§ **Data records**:
----

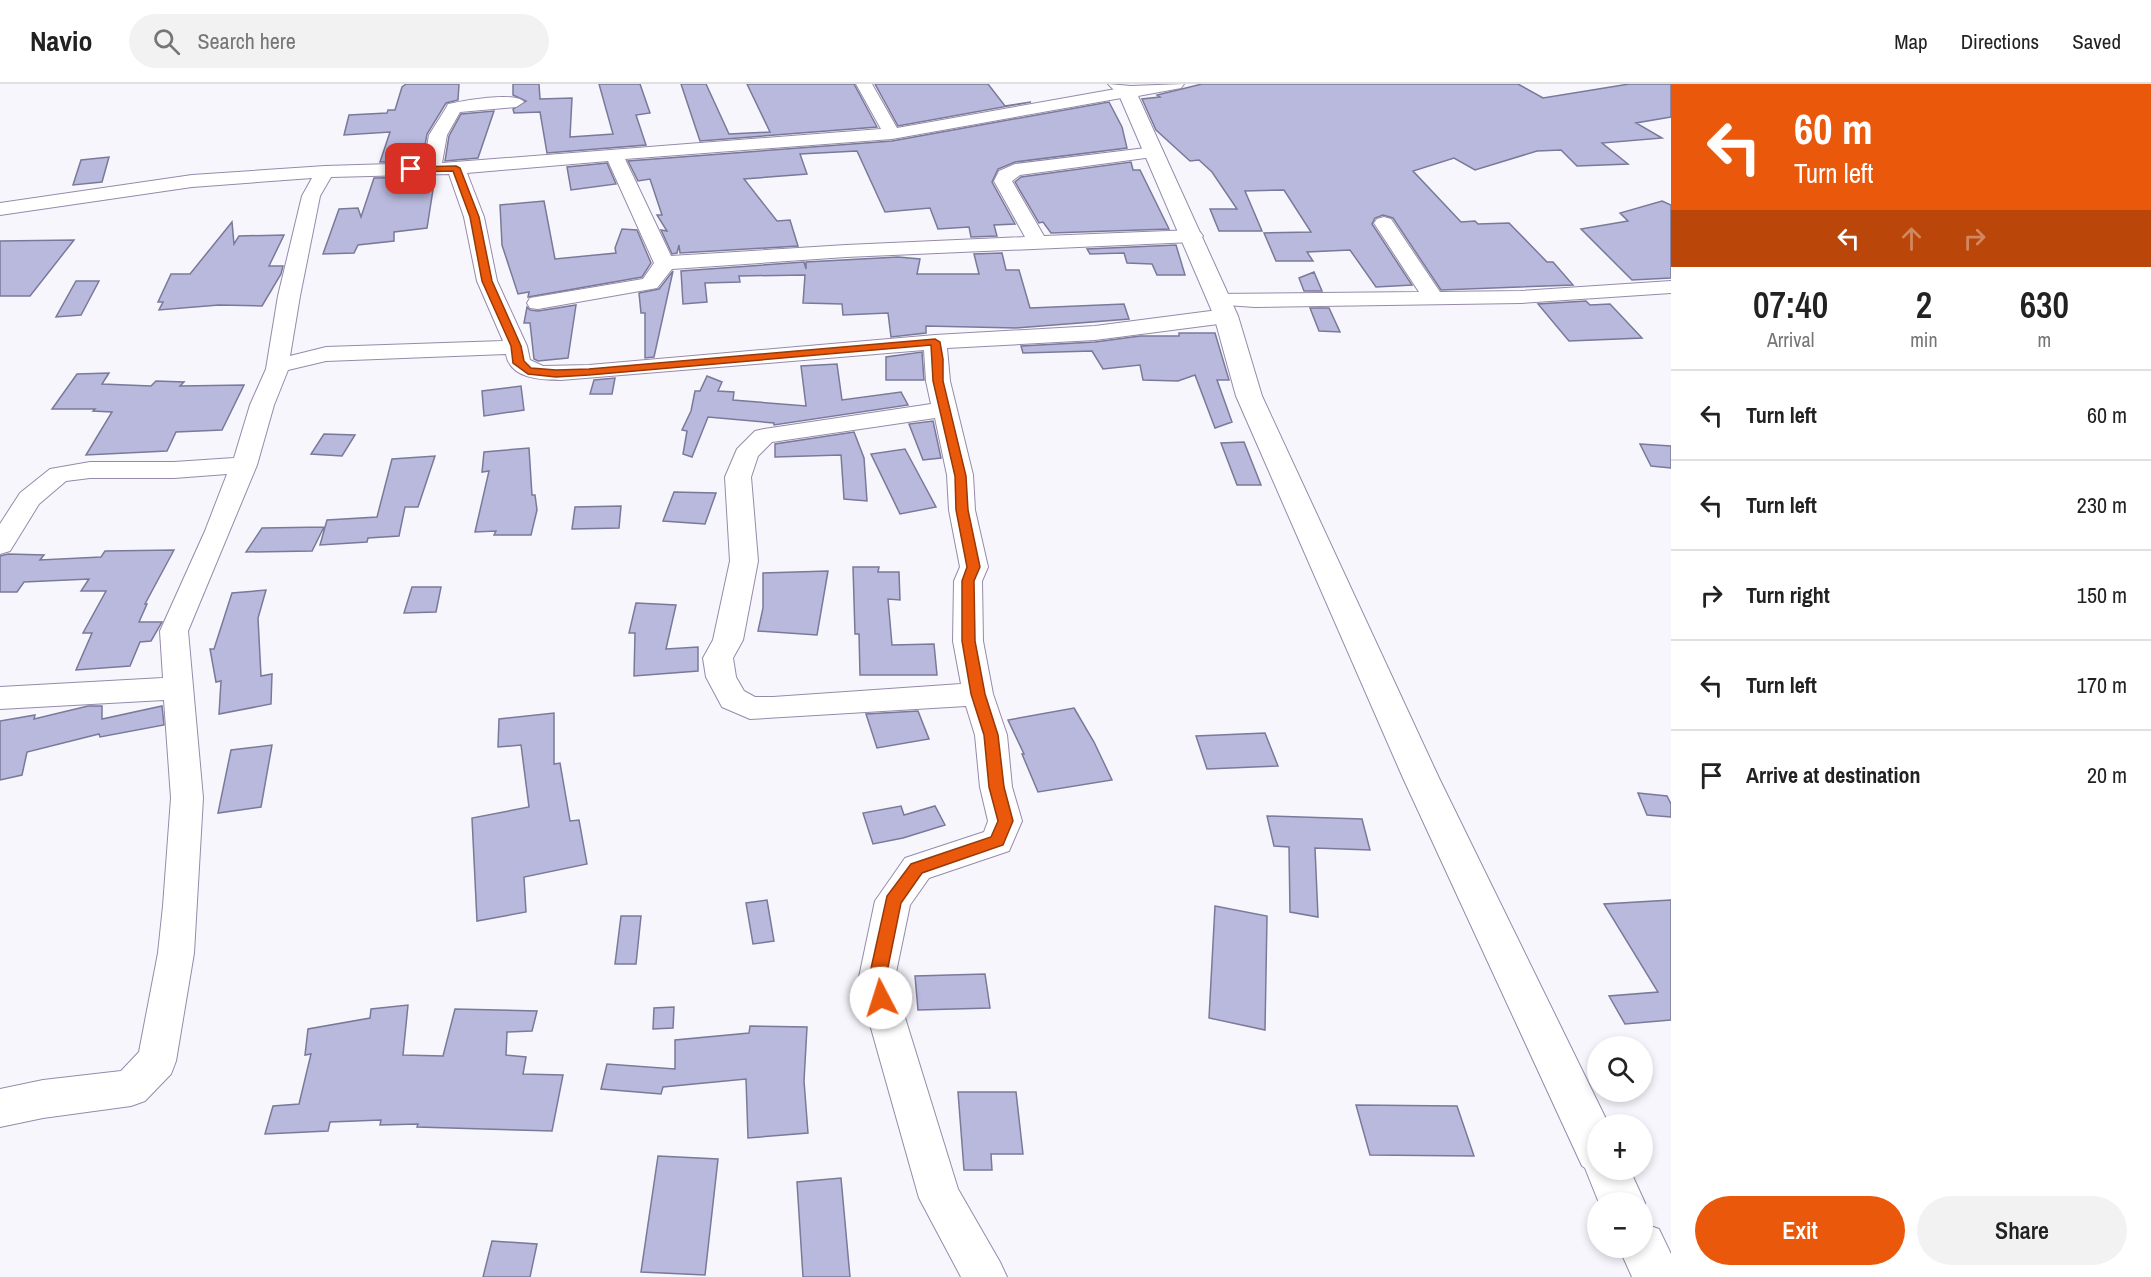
<!DOCTYPE html>
<html lang="en">
<head>
<meta charset="utf-8">
<style>
  :root { --surface:#fff; --page:#f2f2f2; --text:#222; --muted:#767676; --line:#e0e0e0; --accent:#ea580c }
  body { margin:0; font-family:"Archivo Narrow",sans-serif; background:var(--page); color:var(--text); height:100vh; display:flex; flex-direction:column; font-size:22px; white-space:nowrap }
  * { box-sizing:border-box; margin:0 }
  p { font-size:20px; color:var(--muted) }
  .icon { flex:none; width:33px; height:33px; fill:none; stroke:currentColor; stroke-width:2; stroke-linecap:round; stroke-linejoin:round }
  .map { position:relative; flex:1; overflow:hidden }
  .details { display:flex; flex-direction:column; background:var(--surface); width:480px }
  .details>* { flex:none }
  .hud { background:#ea580c; color:#fff; overflow:hidden }
  .tools { position:absolute; left:1587px; top:952px; display:grid; gap:12px }
  .tools a { display:grid; place-items:center; width:66px; height:66px; border-radius:50%; background:var(--surface); box-shadow:0 3px 9px #0003; font-size:30px }
  .pin { position:absolute; display:grid; place-items:center; width:51px; height:51px; color:#fff; margin:-26px; border-radius:12px; box-shadow:0 3px 9px #0006 }
  .me { position:absolute; width:66px; margin:-33px; rotate:355deg; stroke-linejoin:round; filter:drop-shadow(0 0 4px #0008) }
  .turn { display:flex; align-items:center; gap:21px; height:126px; padding:0 24px; font-size:27px }
  .turn .icon { width:78px; height:78px; stroke-width:2.5 }
  .turn b { display:block; font-size:42px; line-height:51px }
  .lanes { display:flex; align-items:center; height:57px; padding:0 24px; background:#0003; justify-content:center; gap:30px; direction:ltr }
  .lanes .off { opacity:.35 }
  .eta { display:flex; justify-content:space-evenly; align-items:center; height:102px; text-align:center }
  .eta b { font-size:36px; font-weight:600; line-height:42px }
  .action { display:flex; gap:12px; margin-top:auto; padding:12px 24px }
  .action a { flex:1; height:69px; border-radius:36px; background:var(--accent); color:#fff; font-size:24px; font-weight:600; line-height:69px; text-align:center }
  .action a+a { background:var(--page); color:var(--text) }
  ul { padding:0; list-style:none }
  li { display:flex; align-items:center; gap:18px; height:90px; padding:0 24px; border-top:2px solid var(--line) }
  li div { flex:1 }
  li b { display:block; font-size:22px }
  li em { font-style:normal }
  header { display:flex; align-items:center; gap:36px; box-sizing:border-box; height:84px; padding:0 30px; background:var(--surface); border-bottom:2px solid var(--line) }
  header strong { font-size:28px }
  nav { display:flex; gap:33px; margin-inline-start:auto; font-size:21px }
  .search { width:420px; height:54px; background:var(--page); display:flex; align-items:center; gap:15px; box-sizing:border-box; padding:0 21px; border-radius:33px; color:var(--muted); font-size:22px }
  main { display:flex; flex:1; min-height:0 }
  .map>svg:first-child { display:block }
  .building { fill:#b8b9dd; stroke:#797999; stroke-width:1.5 }
  .lines { fill:none; stroke-linecap:round; stroke-linejoin:round }
  .minor-casing { stroke:#968aaa; stroke-width:2 }
  .major-casing { stroke:#968aaa; stroke-width:2 }
  .minor { fill:#fff; fill-rule:evenodd }
  .major { fill:#fff; fill-rule:evenodd }
  .route { fill:#ea580c; stroke:#983908; stroke-width:1.5 }
</style>
</head>
<body>
<header>
<strong>Navio</strong>
<div class="search"><svg class="icon" aria-label="search" viewBox="0 0 24 24"><circle cx="10" cy="10" r="6"/><path d="M15 15l6 6"/></svg>Search here</div>
<nav><a>Map</a><a>Directions</a><a>Saved</a></nav>
</header>
<main>
<div class="map">
<svg width="1671" height="1193" viewBox="0 0 1671 1193">
  <rect width="100%" height="100%" fill="#f8f6fd"/>
  <path class="building" d="M406,0H459L458,16L446,19L427,50L422,77L380,78L390,48L344,51L349,31L387,29L388,26H395L402,3Z
    M513,0H539L540,15L572,14L570,53L613,50L599,0H640L650,29L636,31L646,61L547,69L540,28L514,29L513,25L526,17L513,11Z
    M681,0H706L729,50L770,48L747,0H854L877,43L700,57Z
    M875,0H988L1005,22L1031,18L898,42Z
    M1202,0H1518L1543,14L1629,0H1671V33L1636,39L1662,54L1602,59L1628,80L1577,82L1561,66L1537,67L1475,86L1454,74L1413,87L1461,138L1475,137L1478,140L1509,139L1547,178H1553L1573,201L1441,206L1393,134L1383,131L1375,134L1372,140L1412,201L1376,203L1350,166L1307,168L1313,177H1276L1264,149L1311,148L1284,106L1245,107L1262,147H1219L1210,125H1237L1212,88L1199,76L1190,77L1156,46L1142,15L1160,13L1157,11Z
    M1109,18L1122,43L1127,64L1015,78L998,85L992,98L1015,140L994,141L997,152L971,153L969,143L938,145L930,124L885,128L857,67L800,70L807,90L744,95L777,137L790,136L798,162L680,169L679,161L677,169L672,170L661,146L667,147L657,131H662L650,95L638,97L628,77L892,57Z
    M494,27L478,74L445,77L449,52L461,30Z
    M109,73L102,98L73,101L81,76Z
    M1131,78L1133,86H1140L1169,145L1051,149L1043,138L1039,139L1015,98L1021,93Z
    M607,79L616,100L571,106L567,83Z
    M435,93L427,144L394,148V157L358,161L354,169L323,170L339,125L358,124L361,133L374,94Z
    M544,117L555,175L616,169L615,164L622,145L637,146L651,179L642,193L528,213L529,208L518,210L502,161L500,121Z
    M1662,117L1671,121V194L1632,196L1581,145L1628,137L1620,129Z
    M232,138L234,160L239,152L284,151L269,182H283L281,190L262,222L219,221L159,226L163,218H158L171,190H190Z
    M74,156L30,212H0V157Z
    M1176,161L1185,191H1157L1152,180L1127,179L1124,169L1090,170L1087,165Z
    M1002,169L1006,186H1019L1030,224L1124,220L1129,235L1016,244L926,242V249L891,253L888,229L843,231L842,220L803,219L805,191L739,192L740,198L705,199L707,218L683,220L681,187L804,178L806,185V178L898,173L920,175L917,190H979L974,170Z
    M673,187L654,273L645,274V229H641L639,209L659,205Z
    M1314,188L1322,207H1304L1299,194Z
    M76,197H99L81,231L56,233Z
    M1586,217L1590,221L1610,220L1642,254L1569,257L1538,220Z
    M576,221L568,274L538,277L534,275L530,239H524L527,223L530,226L538,227Z
    M1310,224H1329L1340,248L1319,247Z
    M1179,249H1215L1229,296H1217L1232,338L1215,344L1195,291L1178,297L1143,296L1140,281L1103,285L1092,267L1023,269L1021,262L1095,258L1140,252H1179Z
    M922,268L924,296H886V273Z
    M837,280L842,316L901,308L908,321L774,341V339L708,333L692,373L683,370L687,347L682,346L691,327L695,307H700L707,292L722,298L718,307L734,308L733,316L806,322L801,282Z
    M109,289L102,300L151,302L156,297L184,298L180,302L244,301L222,346L176,348L167,367L86,371L112,328L93,327L95,325H52L77,290Z
    M615,294L612,310H590L594,296Z
    M521,302L524,326L484,332L482,307Z
    M933,337L941,374L923,376L909,340Z
    M854,348L864,374L867,417L844,415L841,371L775,373V360Z
    M324,350L355,351L342,372L311,370Z
    M1244,358L1261,401H1237L1221,359Z
    M1640,360L1671,362V384L1651,382Z
    M529,364L532,411H535L537,426L531,451H494L496,447L475,448L489,387L482,388L484,368Z
    M905,365L936,423L900,430L871,370Z
    M435,372L418,423H405L399,452L368,454L367,458L320,461L327,436L377,433L392,375Z
    M674,408L716,409L705,440L663,437Z
    M621,422L619,444L572,445L575,423Z
    M324,443L312,467L246,468L262,444Z
    M174,466L145,520H147L139,538H162L151,557L140,558L130,582L76,586L92,549H83L106,507H81L89,495L24,498L17,508H0V472L8,470L44,471L40,476L101,473L105,467Z
    M853,483H879L878,488H899L900,516L888,515L892,561L934,560L937,591H860L859,550H855Z
    M828,487L817,551L758,547L763,524V489Z
    M412,503H441L436,528L404,529Z
    M266,506L258,534L261,592L272,590L271,620L219,630L221,597L216,598L210,565H214L232,509Z
    M636,519L676,521L666,565L698,563V587L634,592L635,549H629Z
    M88,622H102V635L162,622L164,641L100,653L99,650L27,668L22,691L0,696V637L35,631L34,635Z
    M1074,624L1094,658L1112,696L1038,708L1022,670H1024L1008,636Z
    M918,627L929,655L877,664L866,630Z
    M554,629V680L560,679L570,737L579,736L587,780L524,793L526,828L477,837L472,734L529,723L521,661L498,663L499,635Z
    M1265,649L1278,682L1207,685L1196,652Z
    M272,661L261,723L218,729L231,666Z
    M1638,709L1667,712L1671,720V733L1647,731Z
    M901,722L904,731L935,722L945,741L903,754L873,760L863,729Z
    M1267,732L1362,735L1370,766L1315,764L1318,833L1290,828L1289,763L1274,762Z
    M767,816L774,857L753,860L746,819Z
    M1671,816V936L1625,940L1609,912L1658,908L1604,820Z
    M1215,822L1267,832L1265,946L1209,934Z
    M621,832H641L636,880H615Z
    M985,890L990,924L918,926L915,892Z
    M408,921L403,971L443,972L455,925L537,927L532,947L507,948L506,971L526,973L523,990L563,991L552,1047L417,1043L418,1040L380,1041L381,1036L330,1038L328,1047L265,1050L273,1022L299,1020L311,970L305,971L308,945L370,934L371,925Z
    M674,923L673,944L653,945L654,924Z
    M750,942L807,943L804,997L808,1049L748,1054L746,995L663,1003L661,1010L601,1005L607,980L675,985V956L749,949Z
    M958,1008H1016L1023,1070H991L992,1086H964Z
    M1356,1021L1457,1022L1474,1072L1370,1071Z
    M658,1072L718,1075L705,1191L641,1188Z
    M841,1094L850,1193H803L797,1098Z
    M492,1157L537,1160L530,1193H483Z"/>
  <g class="lines">
    <g class="minor-casing">
      <path id="minor" d="M856,0H872L897,44L1127,3L1135,8L1127,13L892,55L625,75L671,172L846,161L1025,153L994,97L999,87L1015,80L1154,63L1160,64L1163,68L1160,72L1020,91L1012,97L1044,152L1193,146L1200,148L1203,152L1200,156L1193,158L846,173L672,185L657,204L538,225L530,224L527,219L530,214L643,195L654,179L608,77L467,89L484,133L497,197L527,262L530,276L543,282L589,281L935,251L1095,242L1226,225L1234,227L1237,232L1234,237L1226,239L1095,256L947,264L950,297L973,391L975,426L988,483L982,497L983,557L993,610L1007,651L1012,703L1022,737L1009,767L929,794L910,821L894,898L958,1105L1000,1178L1007,1193H961L919,1114L858,898L875,817L905,774L984,748L988,737L980,703L975,651L966,622L750,635L722,623L706,593L703,574L713,556L730,477L725,393L737,365L755,347L764,345L931,320L926,297L924,266L561,296C541,296 510,295 506,270L326,277L288,286L274,321L257,381L188,547L203,714L194,869L176,977L171,990L145,1017L131,1022L43,1034L0,1043V1005L43,996L121,987L139,968L158,869L163,822L171,714L164,616L0,625V603L163,594L160,547L205,447L227,390L174,394H90L66,397L39,420L10,467L0,470V440L20,409L50,385L90,378H174L234,374L250,321L266,285L278,212L302,112L312,94L192,103L0,131V119L192,91L325,82L424,79L429,51L446,24L448,20C462,17 515,7 524,18L516,23L460,28L447,51L442,79L881,45ZM449,90L464,133L477,197L503,257L326,263L290,272L300,212L320,112L331,93ZM935,334L947,391L949,426L960,483L954,497L953,557L961,600L773,613H755L744,607L736,593L733,574L743,556L758,477L751,393L758,372L772,358Z
        M1384,133L1391,135L1440,208L1521,207L1671,197V209L1521,219L1255,223L1211,220L1208,215L1211,210L1419,208L1374,139L1377,135Z"/>
    </g>
    <g class="major-casing">
      <path id="major" d="M1108,0L1131,2L1184,0L1181,4L1138,12L1238,232L1262,312L1439,694L1609,1041H1598V1086H1630L1645,1119L1642,1125V1119H1599L1585,1084L1582,1082L1403,694L1236,312L1214,232L1119,11Z
        M1642,1139L1659,1145L1671,1170V1193H1632L1619,1164H1642Z"/>
    </g>
    <use href="#minor" class="minor"/>
    <use href="#major" class="major"/>
  </g>
  <path class="route" d="M456,82L460,84L479,133L492,197L521,262L524,277L531,284L556,286L589,285L935,255L940,258L943,275V297L966,392L968,426L980,483L974,497L975,557L985,610L998,651L1004,703L1013,737L1003,761L922,789L901,819L885,898L890,914L887,920L881,922L875,920L868,898L887,812L911,780L991,753L998,737L989,703L984,651L971,610L962,557V497L967,483L956,426L955,392L933,297L931,261L589,291L556,293L528,290L513,279L511,262L482,197L470,133L453,87L411,88L407,85L411,83Z"/>
</svg>
<div class="tools">
<a><svg class="icon" aria-label="search" viewBox="0 0 24 24"><circle cx="10" cy="10" r="6"/><path d="M15 15l6 6"/></svg></a>
<a>+</a>
<a>−</a>
</div>
<div class="pin" style="left:411px;top:85px;background:#d93025"><svg class="icon" aria-label="arrive" viewBox="0 0 24 24"><path d="M6 21V4h12l-3 4 3 4H6"/></svg></div>
<svg class="me" style="left:881px;top:914px" viewBox="-20 -20 40 40"><circle r="19" fill="#fff"/><path d="M0-13L10 11 0 6-10 11z" fill="#ea580c"/></svg>
</div>
<section class="details">
<div class="hud">
<div class="turn"><svg class="icon" aria-label="left" viewBox="0 0 24 24"><path d="M17 20v-9H6M10 6l-5 5 5 5"/></svg><div><b>60 m</b>Turn left</div></div>
<div class="lanes"><svg class="icon" aria-label="left" viewBox="0 0 24 24"><path d="M17 20v-9H6M10 6l-5 5 5 5"/></svg><svg class="icon off" aria-label="ahead" viewBox="0 0 24 24"><path d="M12 20V5M6 11l6-6 6 6"/></svg><svg class="icon off" aria-label="right" viewBox="0 0 24 24"><path d="M7 20v-9h11M14 6l5 5-5 5"/></svg></div>
</div>
<div class="eta">
<div><b>07:40</b><p>Arrival</p></div>
<div><b>2</b><p>min</p></div>
<div><b>630</b><p>m</p></div>
</div>
<ul>
<li><svg class="icon" aria-label="left" viewBox="0 0 24 24"><path d="M17 20v-9H6M10 6l-5 5 5 5"/></svg><div><b>Turn left</b></div><em>60 m</em></li>
<li><svg class="icon" aria-label="left" viewBox="0 0 24 24"><path d="M17 20v-9H6M10 6l-5 5 5 5"/></svg><div><b>Turn left</b></div><em>230 m</em></li>
<li><svg class="icon" aria-label="right" viewBox="0 0 24 24"><path d="M7 20v-9h11M14 6l5 5-5 5"/></svg><div><b>Turn right</b></div><em>150 m</em></li>
<li><svg class="icon" aria-label="left" viewBox="0 0 24 24"><path d="M17 20v-9H6M10 6l-5 5 5 5"/></svg><div><b>Turn left</b></div><em>170 m</em></li>
<li><svg class="icon" aria-label="arrive" viewBox="0 0 24 24"><path d="M6 21V4h12l-3 4 3 4H6"/></svg><div><b>Arrive at destination</b></div><em>20 m</em></li>
</ul>
<div class="action"><a>Exit</a><a>Share</a></div>
</section>
</main>
</body>
</html>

----

§ **Requirement**: Please give back, exactly as it stands above, the stretch from the line with "M76,197H99L81,231L56,233Z" through the line with "M922,268L924,296H886V273Z", and no line outside it.

§ **Completed exercise**:
    M76,197H99L81,231L56,233Z
    M1586,217L1590,221L1610,220L1642,254L1569,257L1538,220Z
    M576,221L568,274L538,277L534,275L530,239H524L527,223L530,226L538,227Z
    M1310,224H1329L1340,248L1319,247Z
    M1179,249H1215L1229,296H1217L1232,338L1215,344L1195,291L1178,297L1143,296L1140,281L1103,285L1092,267L1023,269L1021,262L1095,258L1140,252H1179Z
    M922,268L924,296H886V273Z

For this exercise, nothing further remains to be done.